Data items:
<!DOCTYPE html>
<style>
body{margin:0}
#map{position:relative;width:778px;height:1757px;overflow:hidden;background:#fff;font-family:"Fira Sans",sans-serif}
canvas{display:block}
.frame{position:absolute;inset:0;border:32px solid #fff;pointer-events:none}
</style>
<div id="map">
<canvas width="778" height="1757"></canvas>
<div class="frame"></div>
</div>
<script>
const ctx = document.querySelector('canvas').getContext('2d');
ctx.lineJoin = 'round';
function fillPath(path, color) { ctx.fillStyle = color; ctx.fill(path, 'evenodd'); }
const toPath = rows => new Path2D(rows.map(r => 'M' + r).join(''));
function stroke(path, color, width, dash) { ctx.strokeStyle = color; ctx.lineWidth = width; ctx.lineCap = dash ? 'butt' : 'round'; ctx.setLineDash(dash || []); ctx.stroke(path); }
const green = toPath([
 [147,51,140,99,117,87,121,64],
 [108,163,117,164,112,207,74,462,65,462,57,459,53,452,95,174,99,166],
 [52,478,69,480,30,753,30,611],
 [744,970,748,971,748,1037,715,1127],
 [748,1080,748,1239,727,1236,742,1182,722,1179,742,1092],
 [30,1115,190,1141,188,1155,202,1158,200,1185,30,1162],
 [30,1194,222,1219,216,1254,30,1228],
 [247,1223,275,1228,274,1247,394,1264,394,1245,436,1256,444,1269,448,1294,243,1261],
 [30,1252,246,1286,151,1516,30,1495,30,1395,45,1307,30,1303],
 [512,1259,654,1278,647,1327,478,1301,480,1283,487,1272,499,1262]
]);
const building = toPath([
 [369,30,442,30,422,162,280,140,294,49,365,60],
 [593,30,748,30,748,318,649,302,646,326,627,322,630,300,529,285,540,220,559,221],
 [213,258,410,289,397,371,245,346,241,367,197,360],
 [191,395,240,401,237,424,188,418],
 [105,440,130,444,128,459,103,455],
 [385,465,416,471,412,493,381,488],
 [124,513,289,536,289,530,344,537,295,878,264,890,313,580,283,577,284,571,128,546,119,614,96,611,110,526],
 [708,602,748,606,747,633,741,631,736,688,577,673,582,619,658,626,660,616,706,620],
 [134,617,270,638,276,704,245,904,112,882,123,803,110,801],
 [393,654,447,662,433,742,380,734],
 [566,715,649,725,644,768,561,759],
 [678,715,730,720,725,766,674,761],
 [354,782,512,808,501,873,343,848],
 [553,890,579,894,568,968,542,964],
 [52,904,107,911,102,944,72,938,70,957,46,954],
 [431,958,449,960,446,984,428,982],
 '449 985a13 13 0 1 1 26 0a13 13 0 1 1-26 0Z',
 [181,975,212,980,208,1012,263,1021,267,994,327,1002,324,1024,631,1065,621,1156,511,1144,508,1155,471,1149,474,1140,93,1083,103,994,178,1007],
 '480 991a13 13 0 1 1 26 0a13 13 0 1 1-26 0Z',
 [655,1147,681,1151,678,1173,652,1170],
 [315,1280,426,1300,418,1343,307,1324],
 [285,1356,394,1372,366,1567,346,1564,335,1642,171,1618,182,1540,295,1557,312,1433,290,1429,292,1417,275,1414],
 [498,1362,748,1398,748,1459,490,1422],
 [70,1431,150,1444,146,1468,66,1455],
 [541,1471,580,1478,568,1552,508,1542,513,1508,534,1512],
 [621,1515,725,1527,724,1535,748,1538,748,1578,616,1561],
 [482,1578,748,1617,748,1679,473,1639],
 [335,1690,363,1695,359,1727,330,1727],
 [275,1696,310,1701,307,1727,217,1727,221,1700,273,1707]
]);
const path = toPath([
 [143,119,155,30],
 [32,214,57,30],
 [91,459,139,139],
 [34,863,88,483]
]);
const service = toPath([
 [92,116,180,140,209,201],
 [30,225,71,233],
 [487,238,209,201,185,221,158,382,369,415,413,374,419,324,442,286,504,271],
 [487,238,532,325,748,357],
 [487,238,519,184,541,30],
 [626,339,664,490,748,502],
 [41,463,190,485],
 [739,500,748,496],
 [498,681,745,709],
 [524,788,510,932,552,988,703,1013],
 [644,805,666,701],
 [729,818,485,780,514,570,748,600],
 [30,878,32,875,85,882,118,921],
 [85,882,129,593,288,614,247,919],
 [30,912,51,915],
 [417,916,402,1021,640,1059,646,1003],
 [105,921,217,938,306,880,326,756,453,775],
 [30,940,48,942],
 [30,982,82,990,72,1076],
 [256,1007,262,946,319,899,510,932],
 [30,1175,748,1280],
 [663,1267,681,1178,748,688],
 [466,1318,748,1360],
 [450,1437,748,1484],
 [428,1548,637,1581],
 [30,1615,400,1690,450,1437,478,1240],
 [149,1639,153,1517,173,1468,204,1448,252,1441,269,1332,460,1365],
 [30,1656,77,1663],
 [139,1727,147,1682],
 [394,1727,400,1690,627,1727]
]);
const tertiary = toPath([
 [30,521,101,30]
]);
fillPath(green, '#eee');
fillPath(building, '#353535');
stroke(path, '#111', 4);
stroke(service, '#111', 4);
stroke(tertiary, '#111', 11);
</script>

Assigned task —
Show all lines above holding the word "canvas".

Answer below —
canvas{display:block}
<canvas width="778" height="1757"></canvas>
const ctx = document.querySelector('canvas').getContext('2d');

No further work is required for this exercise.